Un élément fondamental de la philosophie de Steve est « l’excès d’impuissance » — un concept du théoricien Michael Lerner qui décrit la façon dont les groupes marginalisés intériorisent les limitations que leur imposent le système. Selon Steve, la seule façon de briser ce cycle est de reconquérir sa propre voix. Dans le contexte de la réconciliation, il prône un changement fondamental de l’optique des praticiennes et praticiens : ils ne doivent plus demander « Quel est votre problème? », mais plutôt « Qu’est-ce qui vous est arrivé? ». Une telle approche sensible aux traumatismes exige de comprendre l’héritage des pensionnats et des déplacements inhérents au système.
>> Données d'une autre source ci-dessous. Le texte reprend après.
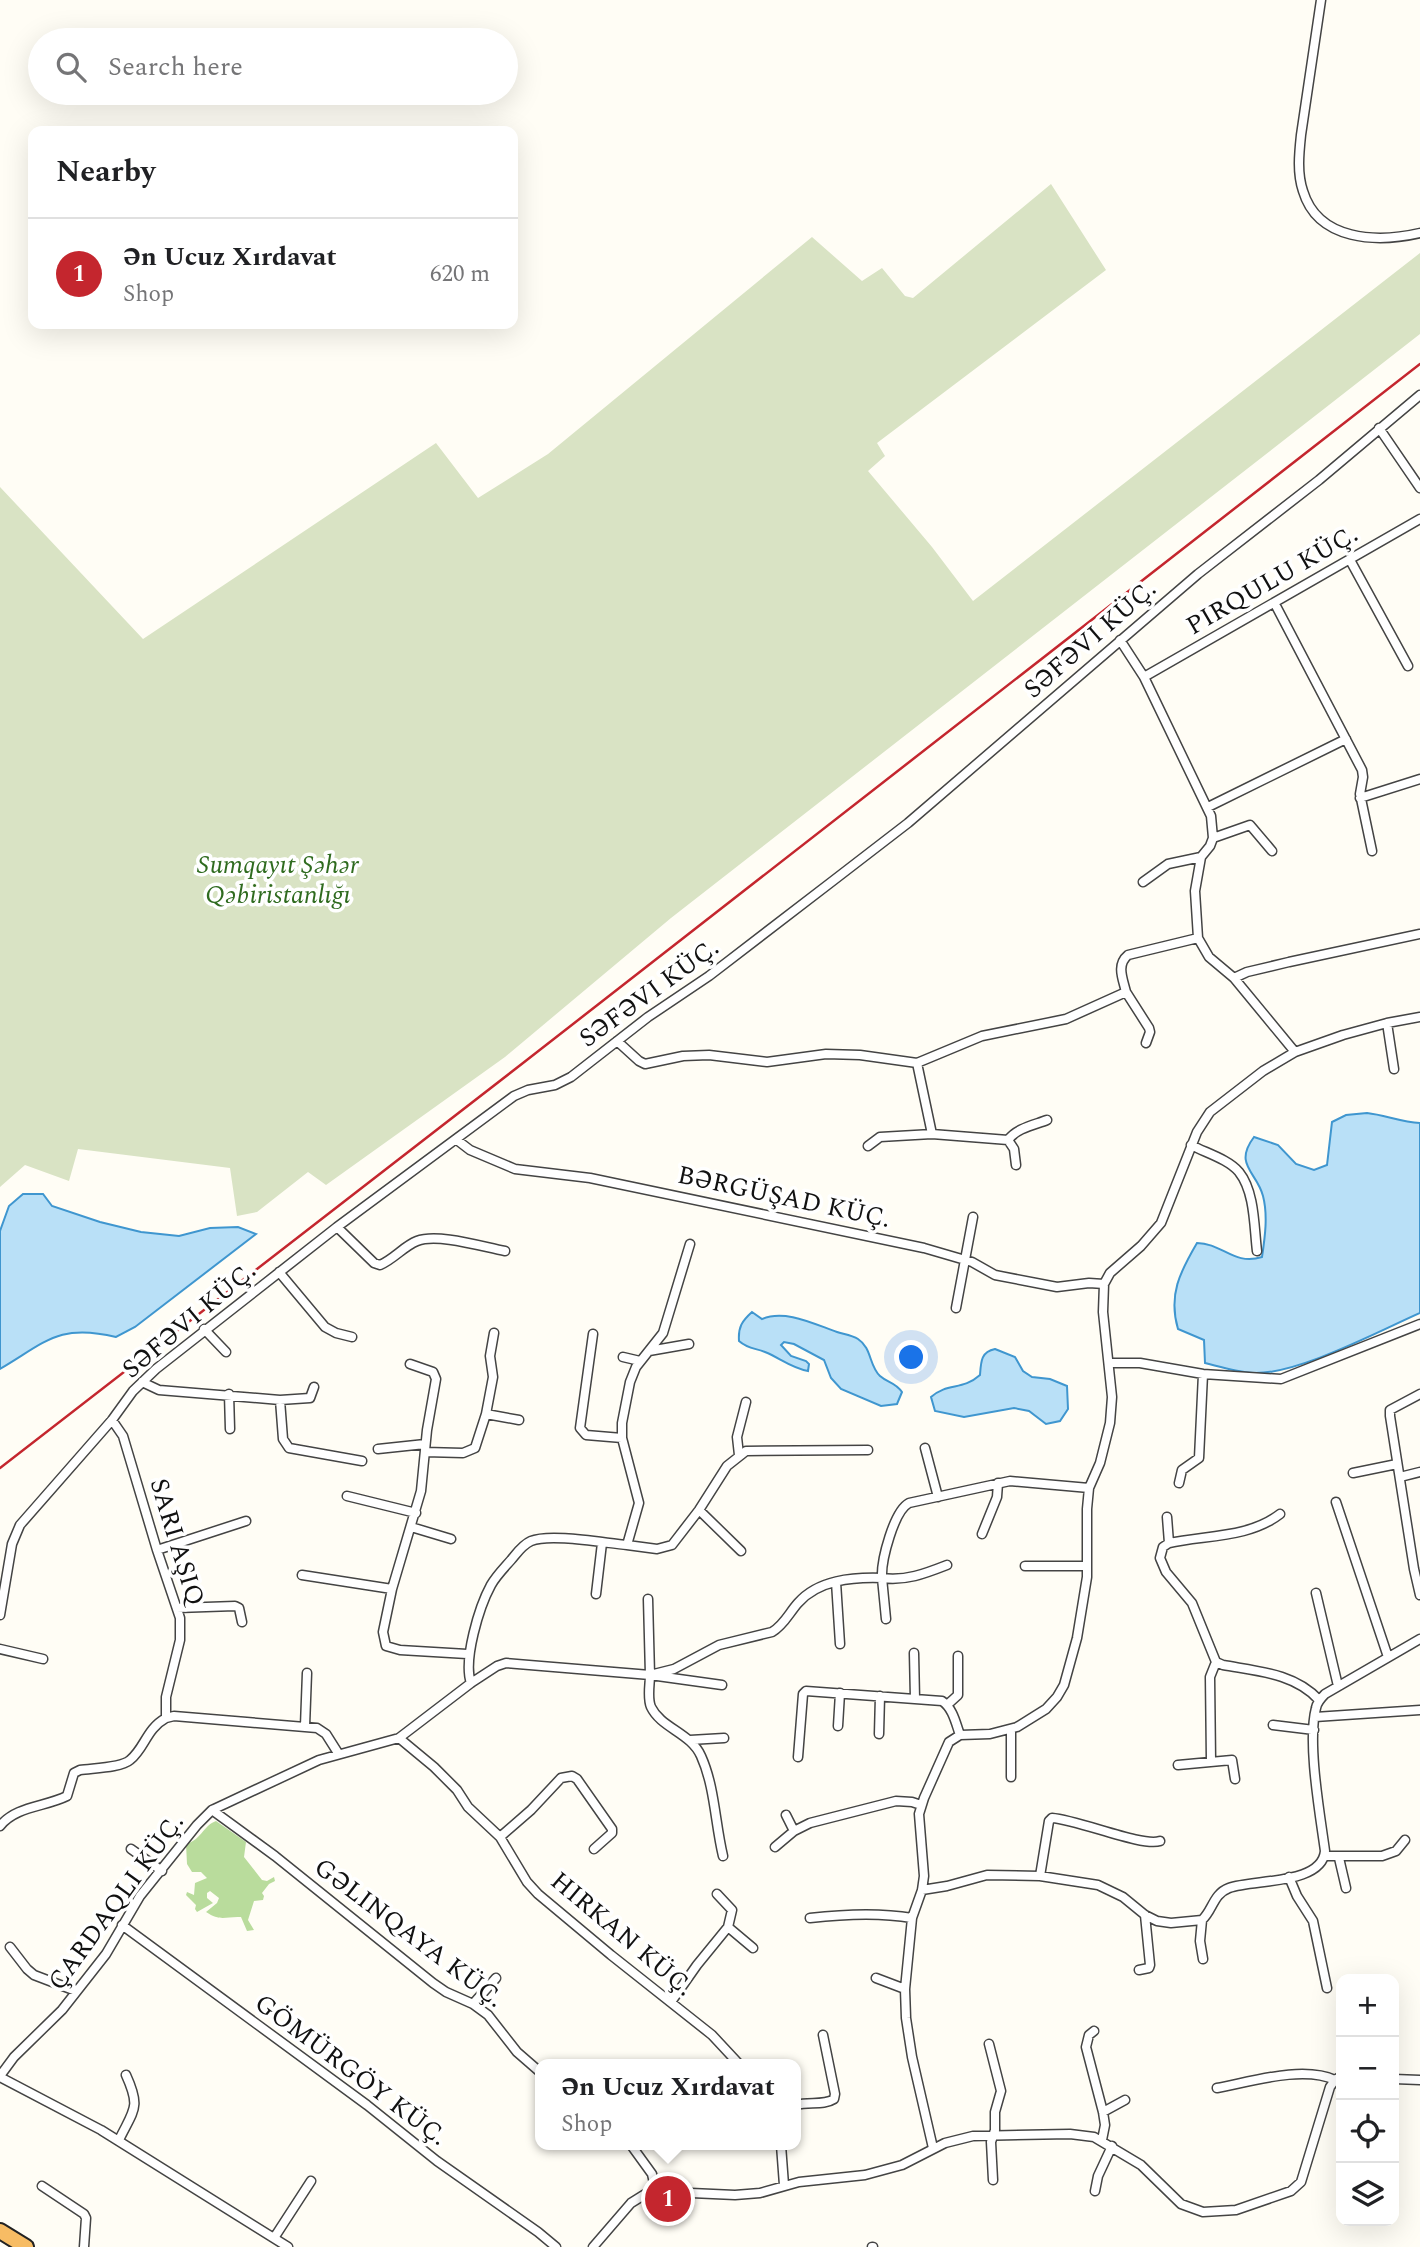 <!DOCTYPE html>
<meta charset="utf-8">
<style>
:root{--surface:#fff;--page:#f6f6f6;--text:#202124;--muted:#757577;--line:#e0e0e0;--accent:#c4262e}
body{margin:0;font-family:Spectral,serif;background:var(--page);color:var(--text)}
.controls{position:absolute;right:21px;bottom:21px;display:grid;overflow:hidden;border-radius:14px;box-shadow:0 7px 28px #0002}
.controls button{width:63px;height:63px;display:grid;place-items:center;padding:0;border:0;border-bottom:2px solid var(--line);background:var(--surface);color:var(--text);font:35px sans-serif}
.you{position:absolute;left:912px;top:1358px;width:24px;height:24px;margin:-18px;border:5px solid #fff;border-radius:50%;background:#1a73e8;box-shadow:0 0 0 10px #1a73e833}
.badge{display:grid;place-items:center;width:46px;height:46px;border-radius:50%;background:var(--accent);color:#fff;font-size:23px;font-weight:700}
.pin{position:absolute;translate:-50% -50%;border:4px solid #fff;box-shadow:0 2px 7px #0006}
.popup{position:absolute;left:535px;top:2059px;width:266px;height:91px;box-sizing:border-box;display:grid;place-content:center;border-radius:14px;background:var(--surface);filter:drop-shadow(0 2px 5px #0005);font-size:23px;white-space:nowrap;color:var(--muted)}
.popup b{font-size:26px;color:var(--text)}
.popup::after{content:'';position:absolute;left:50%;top:100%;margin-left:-14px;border:14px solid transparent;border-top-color:var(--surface)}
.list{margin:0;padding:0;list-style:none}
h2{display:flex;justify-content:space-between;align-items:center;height:91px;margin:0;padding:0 28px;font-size:30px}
h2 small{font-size:23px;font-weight:400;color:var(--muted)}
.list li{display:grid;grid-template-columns:46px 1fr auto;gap:21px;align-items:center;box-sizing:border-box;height:112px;padding:0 28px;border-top:2px solid var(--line)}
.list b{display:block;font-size:26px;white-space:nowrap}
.list p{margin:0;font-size:23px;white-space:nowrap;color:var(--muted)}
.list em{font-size:23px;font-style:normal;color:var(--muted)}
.icon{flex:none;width:38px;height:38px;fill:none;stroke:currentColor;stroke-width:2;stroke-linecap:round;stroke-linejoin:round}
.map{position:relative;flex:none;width:1420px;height:2247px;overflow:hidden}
.search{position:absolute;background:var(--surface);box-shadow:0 7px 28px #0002;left:28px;top:28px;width:490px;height:77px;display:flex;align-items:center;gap:18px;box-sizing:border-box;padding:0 24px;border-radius:38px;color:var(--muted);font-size:26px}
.panel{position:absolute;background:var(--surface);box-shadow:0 7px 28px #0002;left:28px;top:126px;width:490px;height:203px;border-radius:14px}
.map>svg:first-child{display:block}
.forest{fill:#b9dc9c}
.cemetery{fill:#d9e3c4}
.water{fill:#b9e0f7;stroke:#3f96cf;stroke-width:2}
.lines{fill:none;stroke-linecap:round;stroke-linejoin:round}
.minor-casing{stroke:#444;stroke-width:11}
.trunk-casing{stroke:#222;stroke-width:18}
.minor{stroke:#fff;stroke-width:8}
.trunk{stroke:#f7bc64;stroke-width:14}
.rail{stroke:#c4262e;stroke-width:2.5}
.labels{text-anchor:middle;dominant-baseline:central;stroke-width:7;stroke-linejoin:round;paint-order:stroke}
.street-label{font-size:26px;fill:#111;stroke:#fff}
.park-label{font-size:26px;font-style:italic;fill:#2f6b1f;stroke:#fff}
</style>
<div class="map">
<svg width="1420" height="2247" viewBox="0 0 1420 2247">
<rect width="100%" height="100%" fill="#fffdf5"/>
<path class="forest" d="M216 1821 246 1842 244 1857 262 1880 267 1881 274 1877 275 1881 269 1884 262 1893 264 1896 263 1900 254 1901 248 1920 254 1930 247 1931 241 1917C226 1916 221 1922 206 1912L217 1903 219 1898 210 1891 207 1893V1898L213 1903 197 1912 195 1909 196 1905 186 1895 187 1892 194 1895 195 1883 207 1878 201 1872H192L187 1864 186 1844C200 1841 204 1825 216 1821Z"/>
<path class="cemetery" d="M1051 184 1106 270 877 443 885 456 868 471 932 547 973 601 1420 253V334L671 918 505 1057 326 1185 308 1172 257 1212 237 1216 230 1168 78 1149 69 1181 25 1165 0 1187V487L143 639 436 443 478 498 548 454 812 237 862 281 882 268 905 296 913 298Z"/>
<path class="water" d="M1367 1113C1385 1115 1401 1122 1420 1123V1313C1377 1332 1297 1375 1253 1373 1237 1372 1221 1367 1205 1363L1204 1340 1178 1329C1168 1295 1180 1272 1197 1243 1222 1243 1234 1266 1262 1257 1265 1237 1268 1215 1263 1196 1257 1172 1233 1165 1254 1137L1278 1145 1296 1164 1314 1170 1327 1165 1332 1122 1346 1115Z
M23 1194H43L52 1206 100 1222 141 1232 179 1236 210 1228 238 1227 256 1234 135 1327 116 1337C59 1323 46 1342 0 1369V1231L9 1206Z
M752 1312 762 1319C785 1309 814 1324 837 1332 843 1334 852 1335 858 1339 872 1348 869 1366 880 1376 888 1383 895 1382 902 1392L897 1404 881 1406 841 1389 831 1378 824 1360 794 1344 784 1342 781 1345 791 1356 806 1361 809 1364 808 1371C791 1368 780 1358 765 1352 755 1348 748 1349 739 1341 738 1327 742 1321 752 1312Z
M995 1349 1015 1357 1023 1371 1032 1377 1050 1379 1067 1386 1068 1409 1060 1421 1046 1424 1029 1411 1014 1408 964 1417 935 1411 931 1397C948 1382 962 1391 980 1375 981 1361 981 1352 995 1349Z"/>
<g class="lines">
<g class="minor-casing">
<path id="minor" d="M1321 0 1301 135C1299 154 1297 173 1303 191 1318 241 1377 243 1420 233
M1379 428 1420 488
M1350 560 1408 666
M1275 604 1362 770 1363 777 1360 794 1372 851
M1120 640 1144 677 1211 816 1213 838 1210 846 1201 857 1195 891 1198 938 1209 957 1234 978 1247 972 1289 962 1420 934
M1144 677 1420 519
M1360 798 1420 779
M1208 807 1346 739
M1213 838 1250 825 1272 851
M1143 882 1168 864 1201 857
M1234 978 1295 1052
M1126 992 1149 1028 1150 1032 1146 1043
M1387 1023 1394 1069
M617 1041 639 1061 645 1064 683 1056 709 1055 767 1062 826 1054 860 1055 917 1063
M457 1140 470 1150 515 1169 590 1178 924 1248 972 1262 995 1275 1057 1287 1089 1283 1104 1284
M1008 1140C1017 1128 1034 1125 1047 1120
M1191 1145C1206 1153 1228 1159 1239 1172 1255 1192 1254 1227 1257 1251
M868 1146 880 1137 932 1134
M1016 1165 1014 1149 1008 1140 932 1134 917 1063 982 1036 1066 1019 1126 992C1123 979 1116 965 1128 955L1198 938
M337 1227 374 1263 380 1265C394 1259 404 1246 417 1241 438 1233 483 1247 505 1251
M279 1272 325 1327 336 1333 352 1337
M956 1308 973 1217
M204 1329 226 1352
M593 1334 580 1428 586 1435 622 1438
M649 1351 689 1344
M623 1357 640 1361
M1110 1363H1140L1203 1374 1281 1379 1420 1324
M142 1382 159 1390 280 1400 310 1398 314 1387
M229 1394 230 1429
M1420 1394 1390 1410V1416L1414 1569 1420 1595
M280 1400 283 1439 289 1448 362 1461
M486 1414 519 1420
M925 1448 938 1497
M378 1449 425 1444
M425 1452 463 1453 475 1448 486 1414 493 1377 490 1356 494 1333
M739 1455 737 1437 746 1402
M1353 1473 1397 1464
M1400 1477 1420 1472
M1179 1483 1182 1470 1199 1458 1203 1374
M347 1496 416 1513
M1336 1502 1388 1657
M699 1510 741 1551
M1280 1514C1249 1538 1206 1535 1169 1543L1163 1547 1160 1558 1166 1572 1192 1603 1216 1662 1223 1665C1256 1671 1295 1673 1319 1700
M1167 1517 1169 1543
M411 1527 451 1539
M982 1534 997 1497 998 1483
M627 1545 657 1549 672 1545 699 1510 727 1466 746 1451 868 1450
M157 1550 246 1521
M1025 1566H1087
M302 1575 392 1589 421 1491 427 1430 436 1379 433 1372 410 1364
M836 1582 840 1644
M392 1589 383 1632 386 1646 400 1650 467 1654
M1316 1593 1338 1686
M596 1594 602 1543
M648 1599 650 1675
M177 1608 235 1606 239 1608 242 1622
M0 1615 12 1544 20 1525 112 1420 133 1391 156 1369 337 1227 514 1096 528 1090 555 1085 571 1077 648 1017 709 976 834 880 908 823 1198 574 1319 480 1420 395
M886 1619 882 1578C906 1581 924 1574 947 1565
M0 1649 43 1659
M914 1653 915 1699
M471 1683C463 1660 479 1607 491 1585 496 1576 504 1568 511 1560 517 1553 522 1545 531 1541 550 1533 604 1543 627 1545L639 1503 622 1438V1423L630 1382 636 1367 663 1333 690 1244
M722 1685 650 1675C650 1684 647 1698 651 1707 661 1728 691 1733 701 1756 715 1787 715 1823 723 1856
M947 1705 958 1695V1656
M1315 1717 1420 1710
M166 1718 174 1716 317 1728 326 1734 338 1753
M1273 1725 1314 1730
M305 1726 307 1673
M838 1726 840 1693
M1011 1730V1777
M879 1734 880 1696
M399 1738 434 1767 457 1790 468 1807 500 1837 527 1882 538 1894 611 1955 712 2035 739 2064
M690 1740 724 1738
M798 1757 803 1694 806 1691 942 1701C953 1708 956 1724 960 1735
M1211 1761 1210 1677 1216 1662
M1178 1765 1232 1760 1235 1779
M212 1810 275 1856 433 1983 446 1992 473 2004 488 2015 517 2052 540 2072
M786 1815 794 1831
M0 1826C16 1806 45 1807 67 1796L74 1773 80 1770C92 1768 121 1768 130 1760 145 1748 146 1729 166 1718V1697L180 1640V1618L157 1550 123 1436 112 1420
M500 1837 531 1810 561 1778 572 1776 577 1779 612 1829V1833L594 1849
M775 1847 794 1831 810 1823 896 1801 912 1802 921 1805
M131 1849 162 1871
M1325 1856H1382L1396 1851 1405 1840
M1339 1858 1346 1888
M1040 1876 1049 1821 1052 1818C1079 1820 1142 1847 1160 1841
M1289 1877 1297 1896 1313 1921 1327 1988
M922 1890 947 1886 987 1875 1040 1876 1098 1885 1123 1897 1145 1915 1157 1921 1171 1923 1202 1920C1213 1910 1213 1894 1229 1888 1254 1879 1322 1885 1325 1851 1320 1814 1307 1742 1316 1708 1317 1702 1321 1698 1325 1694L1420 1639
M810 1918C844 1914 878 1912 912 1918
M1202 1920 1200 1941 1203 1959
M122 1925 367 2105 437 2161 538 2232 556 2247
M728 1927 753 1948
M10 1947 27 1969 34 1975 76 1991
M1139 1970 1149 1968 1150 1965 1145 1915
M876 1978 905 1989
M671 2002 697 1965 728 1927 732 1910 717 1894
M473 2004 496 1978
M1094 2031 1089 2035 1086 2047 1103 2112 1105 2125 1102 2140
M989 2044 1001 2091 995 2112V2130L991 2142 993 2180
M0 2076 14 2057 62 2010 106 1954 140 1896 197 1825 212 1810 319 1760 399 1738 471 1683 497 1666 506 1663 650 1675 674 1669 719 1645 772 1632C784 1625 789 1613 798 1603 818 1580 852 1577 882 1578 881 1560 894 1511 909 1503L1010 1481 1089 1488
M0 2077 101 2130 288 2247
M1394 2079 1420 2080
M1217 2088C1250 2082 1303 2065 1335 2080
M796 2105C809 2101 823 2106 834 2099L835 2094 823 2035
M1103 2112 1125 2100
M119 2140C134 2109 141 2108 126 2075
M631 2145 652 2174 656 2192
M781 2145 784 2185
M933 2148 912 2057 906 2018 905 1989 912 1918 922 1890 924 1876 919 1814 924 1798 949 1742 960 1735 990 1734 1017 1727 1046 1709 1057 1697 1064 1685 1077 1638 1087 1577V1509L1089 1488 1100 1463 1110 1423 1112 1397 1103 1312 1104 1284 1110 1273 1141 1246 1161 1223 1197 1132 1210 1112 1263 1071 1295 1052 1343 1035 1387 1023 1420 1017
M42 2186 84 2214 86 2218 84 2247
M1095 2191 1098 2176 1112 2146
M274 2238 311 2181
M593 2247 631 2203 647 2193 669 2192 735 2195 760 2193 799 2182 865 2175 902 2165 945 2143 973 2136 1070 2134 1094 2137 1141 2165 1181 2204 1203 2212 1236 2210 1291 2191 1301 2182 1330 2087 1335 2080 1341 2076
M872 2247H873"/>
</g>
<g class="trunk-casing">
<path id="trunk" d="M0 2231 26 2247"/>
</g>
<use href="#minor" class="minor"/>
<use href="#trunk" class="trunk"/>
<path class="rail" d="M0 1468 523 1063 1420 364"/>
</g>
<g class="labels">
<g class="street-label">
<text transform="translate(1272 580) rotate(-30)">PIRQULU KÜÇ.</text>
<text transform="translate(1090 639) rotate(-41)">SƏFƏVI KÜÇ.</text>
<text transform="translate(649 993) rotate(-36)">SƏFƏVI KÜÇ.</text>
<text transform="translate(784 1197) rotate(12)">BƏRGÜŞAD KÜÇ.</text>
<text transform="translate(189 1320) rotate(-40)">SƏFƏVI KÜÇ.</text>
<text transform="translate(177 1542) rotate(73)">SARI AŞIQ</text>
<text transform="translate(116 1902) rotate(-54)">ÇARDAQLI KÜÇ.</text>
<text transform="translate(409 1933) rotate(37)">GƏLINQAYA KÜÇ.</text>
<text transform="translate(622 1934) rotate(40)">HIRKAN KÜÇ.</text>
<text transform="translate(351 2070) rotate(37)">GÖMÜRGÖY KÜÇ.</text>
</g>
<g class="park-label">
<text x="278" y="865">Sumqayıt Şəhər<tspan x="278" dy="30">Qəbiristanlığı</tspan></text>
</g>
</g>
</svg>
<div class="controls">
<button>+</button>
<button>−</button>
<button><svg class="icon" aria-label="locate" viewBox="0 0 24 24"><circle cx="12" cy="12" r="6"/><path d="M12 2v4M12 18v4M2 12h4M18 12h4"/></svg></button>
<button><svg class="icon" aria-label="layers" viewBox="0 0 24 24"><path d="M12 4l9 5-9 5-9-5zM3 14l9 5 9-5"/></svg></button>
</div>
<div class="you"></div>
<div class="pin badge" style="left:668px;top:2199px">1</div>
<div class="popup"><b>Ən Ucuz Xırdavat</b>Shop</div>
<div class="search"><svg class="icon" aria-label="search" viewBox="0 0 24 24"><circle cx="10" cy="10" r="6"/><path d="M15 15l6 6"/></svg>Search here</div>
<section class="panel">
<h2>Nearby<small></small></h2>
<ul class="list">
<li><span class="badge">1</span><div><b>Ən Ucuz Xırdavat</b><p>Shop</p></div><em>620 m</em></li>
</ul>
</section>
</div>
À titre de travailleur social qui veille au mieux-être mental de la Première Nation de Wasauksing, Steve préconise l’équité structurale, particulièrement en ce qui a trait à l’extraction des ressources sur les territoires autochtones. Champion du principe « Aucun développement économique sans développement social », il revendique que la richesse issue des terres autochtones profite directement aux communautés qui y vivent.

Aujourd’hui, Steve insiste sur l’importance du mentorat et de la représentation, exhortant les universités à intégrer les savoirs autochtones et à soutenir les étudiants grâce aux conseils des aînés. Bien qu’il soit témoin des traumatismes et de l’inertie institutionnelle depuis des dizaines d’années, Steve garde espoir, encouragé par le leadership des femmes et des jeunes autochtones.

Pour Steve, le travail social est une pratique de solidarité. Son message aux travailleuses et travailleurs sociaux est sans équivoque : la réconciliation ne passe pas uniquement par le leadership autochtone, mais par des alliés soucieux d’affronter des vérités dérangeantes et de travailler collectivement en vue de la justice.

 

"Un élément fondamental de la philosophie de Steve est « l’excès d’impuissance » — un concept du théoricien Michael Lerner qui décrit la façon dont les groupes marginalisés intériorisent les limitations que leur imposent le système. Selon Steve, la seule façon de briser ce cycle est de reconquérir sa propre voix. Dans le contexte de la réconciliation, il prône un changement fondamental de l’optique des praticiennes et praticiens : ils ne doivent plus demander « Quel est votre problème? », mais plutôt « Qu’est-ce qui vous est arrivé? ». Une telle approche sensible aux traumatismes exige de comprendre l’héritage des pensionnats et des déplacements inhérents au système."